Distributed & Centralized
Integralism is grounded in the concept of synarchy (literally “ruling together”) – a word used here to refer to the inherent organizational tendencies of Nature. Synarchic systems incorporate both heirarchical (vertical, or consolidated) and heterarchical (horizontal, or distributed) structures.
The Integralist model of society consists of a synarchic structure with inherent checks and balances at each level of complexity, combined with a mechanism for increased authority based upon merit.
Integralism aims to insure a high degree of cooperation and individual autonomy, while also maintaining a social order with nested levels of authority.
Administrative and logistical concerns are engaged at their local or systemic level, and are thus are considered to be distributed. Decision making and planning is increasingly concentrated towards the higher levels of the network, and thus is considered to be centralized.
An Eye Towards Nature
Integralism is simultaneously spiritual, social, and political, ideally without distinction.
Looking towards Nature as the primal expression of a higher power, Integralists seek to understand and mimic Natural processes in their socio-political efforts, employing Natural principles intentionally.

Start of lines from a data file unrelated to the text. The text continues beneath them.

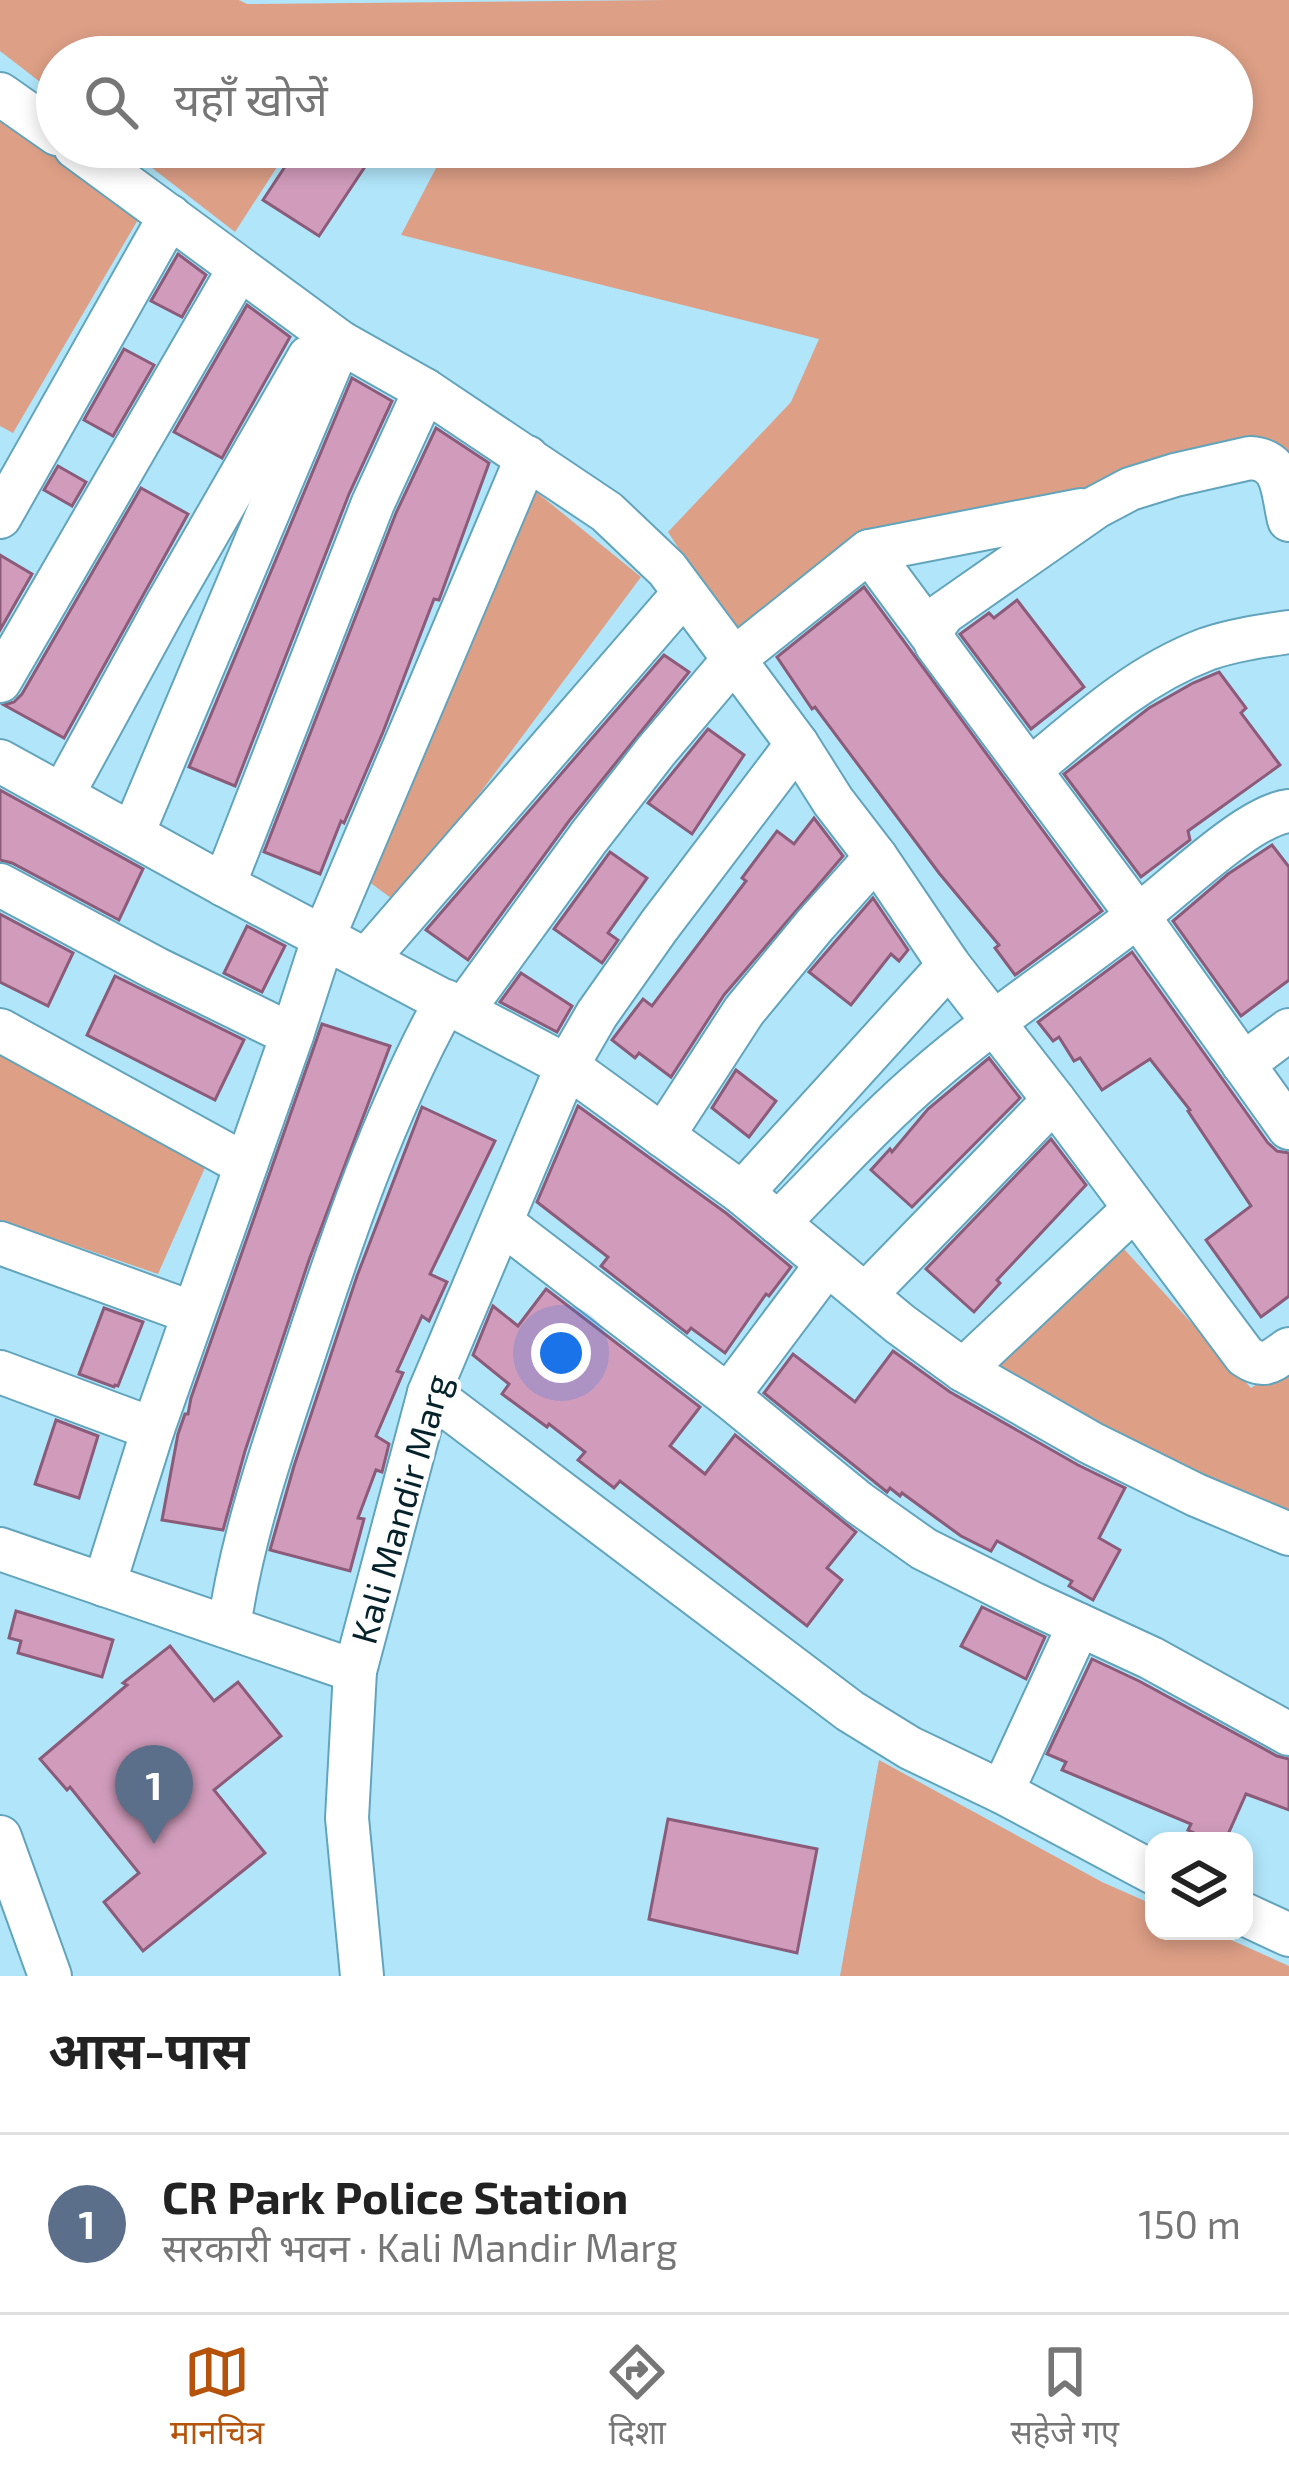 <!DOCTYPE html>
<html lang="hi">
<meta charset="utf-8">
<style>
:root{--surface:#fff;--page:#f2f2f2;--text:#222;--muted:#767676;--line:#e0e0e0;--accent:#b45309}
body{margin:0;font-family:"Exo 2","Noto Sans Devanagari",sans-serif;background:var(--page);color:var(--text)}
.controls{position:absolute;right:36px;bottom:36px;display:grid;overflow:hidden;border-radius:24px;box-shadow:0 6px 18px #0003}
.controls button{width:108px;height:108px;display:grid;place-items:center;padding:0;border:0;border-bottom:3px solid var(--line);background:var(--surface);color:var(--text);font:60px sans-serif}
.you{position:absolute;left:561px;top:1353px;width:42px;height:42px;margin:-30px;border:9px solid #fff;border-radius:50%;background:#1a73e8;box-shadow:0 0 0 18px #1a73e833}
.badge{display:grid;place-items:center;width:78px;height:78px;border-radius:50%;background:var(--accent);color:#fff;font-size:39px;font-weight:700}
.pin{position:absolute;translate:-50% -99px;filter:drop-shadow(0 3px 6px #0008)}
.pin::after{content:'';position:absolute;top:63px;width:42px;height:36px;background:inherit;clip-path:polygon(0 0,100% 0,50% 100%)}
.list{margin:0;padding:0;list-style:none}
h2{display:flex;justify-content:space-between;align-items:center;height:156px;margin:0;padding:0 48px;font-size:51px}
h2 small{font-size:39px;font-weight:400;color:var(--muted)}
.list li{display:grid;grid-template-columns:78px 1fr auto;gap:36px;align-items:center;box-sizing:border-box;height:180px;padding:0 48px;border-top:3px solid var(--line)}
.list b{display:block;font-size:45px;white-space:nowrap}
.list p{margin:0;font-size:39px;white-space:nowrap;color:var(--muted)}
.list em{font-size:39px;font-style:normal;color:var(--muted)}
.icon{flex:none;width:66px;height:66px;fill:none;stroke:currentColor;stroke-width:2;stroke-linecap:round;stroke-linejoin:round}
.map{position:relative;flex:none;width:1289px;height:1976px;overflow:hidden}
.search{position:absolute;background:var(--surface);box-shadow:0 6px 18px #0003;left:36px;right:36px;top:36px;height:132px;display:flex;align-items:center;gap:30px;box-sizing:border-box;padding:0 42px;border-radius:66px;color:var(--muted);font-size:45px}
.sheet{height:336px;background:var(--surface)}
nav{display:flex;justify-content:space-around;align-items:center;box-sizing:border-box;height:168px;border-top:3px solid var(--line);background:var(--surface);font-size:33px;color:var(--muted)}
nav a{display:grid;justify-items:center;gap:6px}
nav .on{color:var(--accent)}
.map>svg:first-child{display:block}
</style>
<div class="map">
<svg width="1289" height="1976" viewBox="0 0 1289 1976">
<rect width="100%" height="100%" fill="#b1e6fa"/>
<g fill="#dd9f86">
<path d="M0 0H239L247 4 667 0H1289V460L1145 506 916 531 737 639 668 532 791 402 819 339 401 235 447 147H1232V57H57V95L0 51Z"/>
<path d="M0 117 139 218 13 433 0 426Z"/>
<path d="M125 147H290L235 232Z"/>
<path d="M529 486 641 577 398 903 365 879Z"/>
<path d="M0 1041 211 1154 158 1274 0 1220Z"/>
<path d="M1113 1237 1251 1388 1289 1364V1525L982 1362Z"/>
<path d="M879 1760 1102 1882 1154 1905V1931H1211L1289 1966V1976H840Z"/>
</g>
<g fill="#d19cbc" stroke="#8b5b79" stroke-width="3">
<path d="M298 147H378L319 236 263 200Z"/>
<path d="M178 254 206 275 182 317 151 301Z"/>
<path d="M247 305 290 337 222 458 174 432Z"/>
<path d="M124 349 154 365 113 436 84 420Z"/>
<path d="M352 378 392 401 349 494 235 786 189 767Z"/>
<path d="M436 428 489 463 439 600 434 599 383 732 344 823 341 821 320 874 264 852 396 513Z"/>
<path d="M58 466 86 482 72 506 44 490Z"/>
<path d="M141 488 188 514 64 738 4 705 14 702 22 694Z"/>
<path d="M0 555 32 574 0 630Z"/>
<path d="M864 587 1102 911 1015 975 995 948 999 945 939 873 815 707 812 709 777 657Z"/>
<path d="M1017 600 1084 687 1031 729 960 634 989 613 994 618Z"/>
<path d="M664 655 689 672 569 821 468 960 426 930Z"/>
<path d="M1219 672 1246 708 1241 713 1280 765 1188 831 1190 840 1141 877 1064 774 1149 708 1193 683Z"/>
<path d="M708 729 744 755 692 834 648 803Z"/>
<path d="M0 790 143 869 119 920 12 863 0 860Z"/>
<path d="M814 818 843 856 724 995 671 1077 639 1053 635 1058 612 1040 643 999 652 1006 746 881 742 878 777 831 794 844Z"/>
<path d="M1272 845 1289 867V980L1241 1016 1173 921 1228 874Z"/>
<path d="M610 852 647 878 608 933 618 940 602 963 554 929Z"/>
<path d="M873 898 908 950 899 961 891 954 851 1005 809 972Z"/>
<path d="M0 914 73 953 48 1006 0 982Z"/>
<path d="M247 926 285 946 262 992 224 973Z"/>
<path d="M1132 952 1268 1143 1277 1151 1289 1153V1296L1261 1317 1206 1240 1251 1206 1188 1111 1190 1110 1150 1059 1102 1090 1080 1058 1074 1061 1059 1037 1053 1041 1038 1022Z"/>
<path d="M521 973 572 1006 557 1032 500 1002Z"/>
<path d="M115 976 244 1040 215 1100 87 1035Z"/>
<path d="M322 1024 390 1046 309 1260 245 1451 223 1530 162 1520 178 1434 185 1414H188L191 1398Z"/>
<path d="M989 1058 1020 1098 912 1207 871 1170 890 1149 892 1152 928 1109Z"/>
<path d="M736 1070 776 1101 749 1137 712 1108Z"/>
<path d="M578 1106 726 1213 791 1267 769 1296 766 1294 725 1353 691 1328 687 1333 601 1266 608 1257 537 1202Z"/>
<path d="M422 1107 495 1141 430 1274 447 1282 429 1321 422 1316 397 1371 403 1373 376 1436 389 1444 382 1472 376 1470 358 1518 364 1519 350 1571 270 1550 294 1466 357 1276Z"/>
<path d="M1051 1139 1086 1185 997 1280 1000 1283 974 1312 926 1269Z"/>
<path d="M546 1289 700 1407 670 1446 705 1474 735 1435 856 1532 827 1568 842 1580 807 1626 620 1481 614 1488 578 1460 585 1452 549 1424 547 1427 502 1394 509 1384 473 1355 493 1306 518 1326Z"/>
<path d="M104 1308 143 1322 118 1386 115 1385 114 1387 79 1374Z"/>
<path d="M893 1351 950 1392 1078 1465 1125 1488 1099 1538 1120 1550 1093 1600 1069 1586 1072 1581 997 1541 991 1551 961 1536 902 1493 900 1496 890 1488 887 1492 764 1393 793 1354 855 1402Z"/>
<path d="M56 1420 98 1436 79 1498 35 1484Z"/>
<path d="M982 1607 1045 1637 1026 1679 961 1646Z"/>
<path d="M16 1611 113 1640 102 1677 18 1653 21 1641 9 1638Z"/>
<path d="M170 1646 214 1701 238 1682 281 1736 214 1790 265 1853 143 1951 104 1902 139 1873 70 1787 67 1790 40 1759 127 1685 123 1683Z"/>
<path d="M1092 1659 1139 1681 1277 1756 1289 1759V1810L1246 1794 1225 1841H1211L1188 1830 1191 1824 1062 1770 1066 1762 1047 1754Z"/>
<path d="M668 1819 817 1849 797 1953 649 1919Z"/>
</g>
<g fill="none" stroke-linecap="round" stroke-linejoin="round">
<g stroke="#62a4bc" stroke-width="46">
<g id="minor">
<path d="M0 94 57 134"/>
<path d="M75 147 340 342 425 390 607 512 667 569 797 744 833 801 876 857 949 965 1054 1100 1245 1356C1265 1370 1271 1361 1289 1349"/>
<path d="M0 517 170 216"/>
<path d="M1289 520C1282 492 1285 460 1250 458L1175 475 1130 489 1096 507 944 613 932 629 936 644 1138 916 1289 1128"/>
<path d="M869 551 932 636"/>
<path d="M0 681 239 269"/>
<path d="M0 761 224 885 567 1066 742 1193 900 1324 963 1370 1091 1443 1196 1495 1289 1534"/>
<path d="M1030 770C1086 723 1138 675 1207 649 1233 640 1262 636 1289 632"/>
<path d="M63 794 164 609 309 357"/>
<path d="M133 833 340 342"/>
<path d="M0 885 157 969 292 1035"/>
<path d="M224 885 373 503 425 390"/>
<path d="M367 959 684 593"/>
<path d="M463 1010 589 837 656 751 734 659 869 551 1081 510"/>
<path d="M0 1030 246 1165"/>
<path d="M1243 1064 1289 1030"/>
<path d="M663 1136 744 1011 815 925 876 857"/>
<path d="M742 1193 949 965"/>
<path d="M502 1223 728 1396 859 1503 924 1549 1034 1604 1151 1658 1289 1734"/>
<path d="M778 1223C827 1174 875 1120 928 1075 995 1017 1070 969 1140 914 1175 888 1249 815 1289 811"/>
<path d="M0 1243 193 1313"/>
<path d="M866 1294 1054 1100"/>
<path d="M963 1370 1134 1209"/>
<path d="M0 1372 153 1429"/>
<path d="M429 1393 850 1711 910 1748 1002 1792 1154 1873"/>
<path d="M728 1396 827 1264"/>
<path d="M0 1549 355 1671"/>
<path d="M104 1585 153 1429 292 1035 324 936 527 457"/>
<path d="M229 1627C242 1536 273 1447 302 1360 342 1238 384 1113 446 1001"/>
<path d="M1002 1792 1079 1625"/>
<path d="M0 1837 50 1976"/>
<path d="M1244 1914 1289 1935"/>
<path d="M362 1976 347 1818 355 1671 429 1393 567 1066 597 1014 659 926 797 744"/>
</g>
</g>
<use href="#minor" stroke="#fff" stroke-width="42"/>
</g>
<g text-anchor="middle" stroke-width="9" stroke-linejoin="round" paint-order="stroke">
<g font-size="36" fill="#05222b" stroke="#fefefe">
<text transform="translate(401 1509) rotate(-74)" y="13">Kali Mandir Marg</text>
</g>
</g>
</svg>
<div class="controls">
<button><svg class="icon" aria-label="layers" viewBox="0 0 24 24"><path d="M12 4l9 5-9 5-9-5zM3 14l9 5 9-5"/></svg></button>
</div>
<div class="you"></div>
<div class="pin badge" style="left:154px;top:1844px;background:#5c6f8a">1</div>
<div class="search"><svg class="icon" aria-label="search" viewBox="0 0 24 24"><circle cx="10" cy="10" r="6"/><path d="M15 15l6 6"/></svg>यहाँ खोजें</div>
</div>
<section class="sheet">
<h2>आस-पास<small></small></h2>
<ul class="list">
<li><span class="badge" style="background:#5c6f8a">1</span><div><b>CR Park Police Station</b><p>सरकारी भवन · Kali Mandir Marg</p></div><em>150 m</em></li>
</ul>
</section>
<nav>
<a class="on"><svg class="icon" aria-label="map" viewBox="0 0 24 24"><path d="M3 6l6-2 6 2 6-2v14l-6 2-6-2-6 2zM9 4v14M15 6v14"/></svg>मानचित्र</a>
<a><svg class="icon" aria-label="directions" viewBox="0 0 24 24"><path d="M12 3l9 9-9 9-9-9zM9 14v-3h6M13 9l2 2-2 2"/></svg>दिशा</a>
<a><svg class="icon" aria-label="saved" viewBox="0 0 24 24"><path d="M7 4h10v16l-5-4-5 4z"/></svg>सहेजे गए</a>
</nav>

This exploration reveals several key points:
- A higher power exists. It is not important what we call this power.
- The means through which we initially become intimate with this power is through its ubiquitous expression: Nature.
- As beings who arise from and within the context of Nature, we are endowed with certain qualities and capacities.
- All living beings are NOT equal. Differences are natural.
- A Nation is its people and their culture, and is not necessarily tied to location.
- Nations are not mere social contracts, but instead consist of an organic synarchy of individuals with similar heritage and culture.
- A Nation requires both heirarchical and heterarcical components to function correctly and endure.
- Race, or racial differentiation, is a valid means of classification, as evinced by the clear preponderance of divergent sub-species of countless animals in Nature.
- True diversity means maintaining the distinctness of each racial group.
- Each racial group has a natural imperative to preserve and propagate its interests.
- Elements foreign to the integrated functioning of a particular Nation must be minimized or eliminated.
The Freedom to Disassociate
While Integralism supports mutual understanding and cooperation between all Peoples, and all Nations, it fundamentally rejects the extant globalist hypothesis of “one world without borders” as a anti-Natural fallacy. There are simply too many differences among the peoples of the world for an integralist society to emerge using that model.
The much-touted globalist principle of “diversity” is anything but. Without their own spaces, cultures, languages, and defining characteristics, all peoples will be absorbed into a grey mass of formless, purposeless, and mediocre “humanity.” True diversity is the preservation of unique peoples and cultures.
Integralists affirm the principle of free association through choice, as well as the freedom to disassociate. Any specific group (whether organized on the basis of beliefs, as a racial or ethnic group, or through other common interests) ought not be compelled to associate with another, and from this follows that it is an imperative to provide distinct ethnic groups with a space of their own.
The Integralist social model provides a means of internal organization; one that may also be employed externally as a means of connecting groups that lack Natural affinity, yet share the syntax of the Integralist method, in order to serve as a means of mediation, negotiation, cooperation, and exchange.